鮎

全国の清流で鮎釣りがそろそろ解禁になります。
「鮎の住む清流は西瓜の香りがする」と、私が小学生の頃よく釣りに連れて行ってもらった近所の寿司屋のおじさんに聞いた話を思い出します。竿も長く技術も必要な鮎釣りは、子供の頃の私には“大人の釣り”という印象があり、もっぱらハヤやヤマベ、少し頑張って山女魚や岩魚などの渓流釣りにはまっていた子供時代でした。
数日前、多摩川に遡上する鮎の数が年々増えているというニュースがありました。昭和の高度経済成長の時には水質汚染が酷く、川面から洗剤の泡がたっているような多摩川は、鮎どころか魚が住めない河川の代名詞になっていたような記憶がありました。鮎は海に下り成長して川に戻る魚なので、東京湾の水質もだいぶ良くなっているとのことでしたが、それも地域の方々や行政・企業の努力があってこそだという内容でした。

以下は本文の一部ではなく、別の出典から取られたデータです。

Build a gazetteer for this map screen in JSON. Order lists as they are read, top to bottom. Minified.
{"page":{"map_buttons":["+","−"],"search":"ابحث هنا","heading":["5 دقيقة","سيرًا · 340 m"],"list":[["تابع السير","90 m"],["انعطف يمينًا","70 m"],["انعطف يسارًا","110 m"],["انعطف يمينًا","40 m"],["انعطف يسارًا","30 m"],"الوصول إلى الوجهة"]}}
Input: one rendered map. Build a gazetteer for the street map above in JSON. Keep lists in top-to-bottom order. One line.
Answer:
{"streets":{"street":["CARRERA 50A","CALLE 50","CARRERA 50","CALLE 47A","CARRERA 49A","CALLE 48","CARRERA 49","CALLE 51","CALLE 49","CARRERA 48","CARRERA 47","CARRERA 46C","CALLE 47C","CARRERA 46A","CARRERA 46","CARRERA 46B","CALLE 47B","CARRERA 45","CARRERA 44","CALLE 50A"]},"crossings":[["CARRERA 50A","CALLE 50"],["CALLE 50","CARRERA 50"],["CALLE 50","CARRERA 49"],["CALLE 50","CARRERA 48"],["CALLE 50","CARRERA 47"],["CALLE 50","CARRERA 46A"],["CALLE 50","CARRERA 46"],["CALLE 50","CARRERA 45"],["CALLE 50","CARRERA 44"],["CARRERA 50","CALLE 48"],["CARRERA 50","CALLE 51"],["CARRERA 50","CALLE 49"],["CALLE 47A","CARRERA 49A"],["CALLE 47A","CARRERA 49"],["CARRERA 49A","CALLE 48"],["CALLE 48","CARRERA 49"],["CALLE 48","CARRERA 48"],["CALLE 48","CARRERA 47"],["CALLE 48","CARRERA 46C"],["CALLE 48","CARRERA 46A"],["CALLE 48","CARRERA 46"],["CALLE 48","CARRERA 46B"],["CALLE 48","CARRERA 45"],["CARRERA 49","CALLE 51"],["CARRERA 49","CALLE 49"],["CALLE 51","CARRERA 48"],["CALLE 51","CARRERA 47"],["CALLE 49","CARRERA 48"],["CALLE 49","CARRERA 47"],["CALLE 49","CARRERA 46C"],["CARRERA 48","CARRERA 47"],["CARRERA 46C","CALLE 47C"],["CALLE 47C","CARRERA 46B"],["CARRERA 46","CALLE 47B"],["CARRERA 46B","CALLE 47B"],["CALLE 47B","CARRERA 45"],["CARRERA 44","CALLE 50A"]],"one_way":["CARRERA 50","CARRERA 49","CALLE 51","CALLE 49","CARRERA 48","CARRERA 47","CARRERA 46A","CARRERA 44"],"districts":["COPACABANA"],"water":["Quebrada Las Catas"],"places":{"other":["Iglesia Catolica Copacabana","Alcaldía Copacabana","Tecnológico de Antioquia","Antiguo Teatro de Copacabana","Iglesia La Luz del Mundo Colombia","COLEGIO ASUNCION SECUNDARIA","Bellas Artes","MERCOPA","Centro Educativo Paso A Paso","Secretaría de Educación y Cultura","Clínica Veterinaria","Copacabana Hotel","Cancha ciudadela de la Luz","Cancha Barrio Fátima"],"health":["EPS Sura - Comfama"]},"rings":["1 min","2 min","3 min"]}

「多摩川で鮎が釣れるのかっ!」というのは、もちろん幼少時代から釣りに親しんだ私にとっては嬉しい驚きだったのですが、それ以上に、「多摩川や東京湾の水質が良くなっている」と言う現象は、なんだかとても重大な事のように思えました。
映画「三丁目の夕日」に描写されたような昭和の高度経済成長の時の“活気”と、平成の長引く“不況”を比較して、“夢が持てない”、“誇りが持てない”今の日本を憂う話ばかりを耳にする最近ですが、“多摩川に鮎復活!”というニュースには、水質改善の技術力や環境改善への取り組みの熱意などを改めて感じさせられ、“さすが日本!”と勝手に感動してしまいました。これからの時代を生きていくためのモティベーションになるべき価値観だなぁと思います。(ちなみに、ゴマアザラシのタマちゃんが多摩川に現れてしまうと、異常気象が心配になります・・・。)
仕事のほうが少し落ち着いたら、鮎の戻った多摩川で“大人しかできない釣り”でも楽しみたいなぁと考えながら、今の子供達が大人になった時に困らないような事を手掛けてみたいな・・・とも思いました。